Task item »
From the records below, work out how many lines carry the string "align". Leave out everything but the number.
[The data — start]
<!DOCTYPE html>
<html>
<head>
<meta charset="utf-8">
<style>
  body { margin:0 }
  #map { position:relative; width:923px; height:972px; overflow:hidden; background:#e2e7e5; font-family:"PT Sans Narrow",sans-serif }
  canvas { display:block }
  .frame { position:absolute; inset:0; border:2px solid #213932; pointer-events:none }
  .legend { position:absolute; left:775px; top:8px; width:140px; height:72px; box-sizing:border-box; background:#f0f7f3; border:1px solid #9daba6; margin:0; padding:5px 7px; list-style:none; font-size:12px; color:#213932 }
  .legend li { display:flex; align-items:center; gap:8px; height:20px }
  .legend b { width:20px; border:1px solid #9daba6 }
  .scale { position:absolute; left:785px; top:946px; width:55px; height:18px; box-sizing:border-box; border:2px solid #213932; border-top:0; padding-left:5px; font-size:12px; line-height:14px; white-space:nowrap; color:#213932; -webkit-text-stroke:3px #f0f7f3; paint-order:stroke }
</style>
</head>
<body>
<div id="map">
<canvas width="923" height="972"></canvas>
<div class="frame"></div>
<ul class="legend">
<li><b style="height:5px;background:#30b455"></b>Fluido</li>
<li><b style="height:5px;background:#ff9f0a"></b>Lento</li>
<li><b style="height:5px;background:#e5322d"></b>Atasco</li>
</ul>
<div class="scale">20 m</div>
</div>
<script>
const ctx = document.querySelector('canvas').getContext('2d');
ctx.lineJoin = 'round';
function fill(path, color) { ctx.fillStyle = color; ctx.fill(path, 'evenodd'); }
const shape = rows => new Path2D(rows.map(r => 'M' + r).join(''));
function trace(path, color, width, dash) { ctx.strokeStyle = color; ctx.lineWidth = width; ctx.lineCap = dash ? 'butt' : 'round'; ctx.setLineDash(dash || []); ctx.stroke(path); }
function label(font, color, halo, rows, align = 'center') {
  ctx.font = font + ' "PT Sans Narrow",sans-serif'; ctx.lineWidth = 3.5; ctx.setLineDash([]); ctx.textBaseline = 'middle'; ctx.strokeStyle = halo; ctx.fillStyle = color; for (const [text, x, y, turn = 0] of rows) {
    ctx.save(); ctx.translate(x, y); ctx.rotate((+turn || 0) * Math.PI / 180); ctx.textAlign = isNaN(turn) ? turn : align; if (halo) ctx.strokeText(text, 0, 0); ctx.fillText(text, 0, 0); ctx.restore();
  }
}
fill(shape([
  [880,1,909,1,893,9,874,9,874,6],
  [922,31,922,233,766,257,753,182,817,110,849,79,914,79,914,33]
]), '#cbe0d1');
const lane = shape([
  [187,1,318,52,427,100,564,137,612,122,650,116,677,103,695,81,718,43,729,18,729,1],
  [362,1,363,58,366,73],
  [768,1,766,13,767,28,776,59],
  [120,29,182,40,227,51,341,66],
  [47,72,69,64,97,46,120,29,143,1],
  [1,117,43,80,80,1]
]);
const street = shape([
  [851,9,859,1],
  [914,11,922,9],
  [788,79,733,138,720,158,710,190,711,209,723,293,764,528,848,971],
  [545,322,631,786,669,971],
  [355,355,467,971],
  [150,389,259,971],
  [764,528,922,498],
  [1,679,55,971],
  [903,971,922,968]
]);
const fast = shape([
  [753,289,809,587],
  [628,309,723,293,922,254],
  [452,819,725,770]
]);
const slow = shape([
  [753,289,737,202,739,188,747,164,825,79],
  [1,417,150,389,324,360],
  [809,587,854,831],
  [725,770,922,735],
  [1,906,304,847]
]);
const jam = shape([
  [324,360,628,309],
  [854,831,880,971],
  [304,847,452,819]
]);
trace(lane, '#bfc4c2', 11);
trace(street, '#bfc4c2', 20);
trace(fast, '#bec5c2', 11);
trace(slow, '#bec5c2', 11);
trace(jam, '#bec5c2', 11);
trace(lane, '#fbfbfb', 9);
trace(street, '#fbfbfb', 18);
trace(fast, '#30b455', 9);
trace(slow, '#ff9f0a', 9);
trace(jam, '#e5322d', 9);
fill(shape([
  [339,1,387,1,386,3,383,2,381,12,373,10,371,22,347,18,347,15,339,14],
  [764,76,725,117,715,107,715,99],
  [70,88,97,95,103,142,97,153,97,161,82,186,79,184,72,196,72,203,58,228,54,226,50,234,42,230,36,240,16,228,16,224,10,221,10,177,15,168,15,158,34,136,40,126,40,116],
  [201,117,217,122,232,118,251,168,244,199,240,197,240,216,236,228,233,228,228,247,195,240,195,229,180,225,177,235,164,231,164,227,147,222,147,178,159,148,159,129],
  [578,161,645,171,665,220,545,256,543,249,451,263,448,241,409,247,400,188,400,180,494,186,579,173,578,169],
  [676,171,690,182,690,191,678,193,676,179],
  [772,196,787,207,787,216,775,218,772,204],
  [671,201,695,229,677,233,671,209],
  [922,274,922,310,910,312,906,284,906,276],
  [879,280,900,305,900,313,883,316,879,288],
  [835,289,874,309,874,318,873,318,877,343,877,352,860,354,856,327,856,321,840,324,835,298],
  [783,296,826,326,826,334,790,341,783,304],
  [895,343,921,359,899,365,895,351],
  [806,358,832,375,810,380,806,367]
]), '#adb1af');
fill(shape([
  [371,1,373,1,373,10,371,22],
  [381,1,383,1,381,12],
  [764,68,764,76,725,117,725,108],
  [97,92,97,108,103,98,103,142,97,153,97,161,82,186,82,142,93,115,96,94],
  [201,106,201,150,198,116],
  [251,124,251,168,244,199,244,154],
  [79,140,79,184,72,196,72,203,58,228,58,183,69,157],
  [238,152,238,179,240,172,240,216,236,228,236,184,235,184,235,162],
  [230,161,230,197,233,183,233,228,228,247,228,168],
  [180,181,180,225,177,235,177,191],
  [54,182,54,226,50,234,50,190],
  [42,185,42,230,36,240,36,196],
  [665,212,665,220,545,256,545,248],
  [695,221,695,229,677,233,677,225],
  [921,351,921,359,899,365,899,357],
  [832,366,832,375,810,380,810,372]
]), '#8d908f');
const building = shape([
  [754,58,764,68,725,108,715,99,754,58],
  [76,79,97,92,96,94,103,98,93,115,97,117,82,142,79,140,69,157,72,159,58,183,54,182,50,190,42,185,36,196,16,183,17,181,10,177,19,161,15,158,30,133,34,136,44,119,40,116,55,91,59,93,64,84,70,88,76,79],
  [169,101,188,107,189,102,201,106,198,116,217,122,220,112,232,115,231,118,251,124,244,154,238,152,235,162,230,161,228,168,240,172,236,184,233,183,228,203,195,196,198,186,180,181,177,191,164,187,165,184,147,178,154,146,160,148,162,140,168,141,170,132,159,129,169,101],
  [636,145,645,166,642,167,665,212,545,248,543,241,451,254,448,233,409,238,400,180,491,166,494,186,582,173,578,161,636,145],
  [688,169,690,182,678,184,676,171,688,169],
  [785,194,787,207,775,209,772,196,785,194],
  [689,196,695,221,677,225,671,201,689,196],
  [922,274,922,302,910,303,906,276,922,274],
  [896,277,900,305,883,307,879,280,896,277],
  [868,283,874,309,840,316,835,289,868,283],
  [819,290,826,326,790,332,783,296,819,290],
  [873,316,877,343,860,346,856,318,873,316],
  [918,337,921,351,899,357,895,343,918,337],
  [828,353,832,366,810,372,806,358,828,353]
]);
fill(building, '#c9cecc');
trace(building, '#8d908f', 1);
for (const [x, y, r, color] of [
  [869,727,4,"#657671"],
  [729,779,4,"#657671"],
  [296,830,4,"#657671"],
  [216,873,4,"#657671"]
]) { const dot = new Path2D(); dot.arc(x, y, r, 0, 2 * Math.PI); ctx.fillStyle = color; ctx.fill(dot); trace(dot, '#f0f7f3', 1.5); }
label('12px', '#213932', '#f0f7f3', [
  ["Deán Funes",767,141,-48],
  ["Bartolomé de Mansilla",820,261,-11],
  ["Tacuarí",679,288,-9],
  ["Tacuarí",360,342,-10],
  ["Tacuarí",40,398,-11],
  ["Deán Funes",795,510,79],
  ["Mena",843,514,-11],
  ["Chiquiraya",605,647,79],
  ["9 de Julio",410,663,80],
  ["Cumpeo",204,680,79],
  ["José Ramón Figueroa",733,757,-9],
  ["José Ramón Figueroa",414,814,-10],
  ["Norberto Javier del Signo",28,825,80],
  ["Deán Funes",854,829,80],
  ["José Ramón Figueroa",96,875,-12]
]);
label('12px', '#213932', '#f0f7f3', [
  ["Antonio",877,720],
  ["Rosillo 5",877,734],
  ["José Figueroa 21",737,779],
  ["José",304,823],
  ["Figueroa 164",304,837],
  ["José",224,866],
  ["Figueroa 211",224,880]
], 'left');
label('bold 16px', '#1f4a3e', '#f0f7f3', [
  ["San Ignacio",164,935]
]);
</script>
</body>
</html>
[The data — finish]
Solved exercise »
3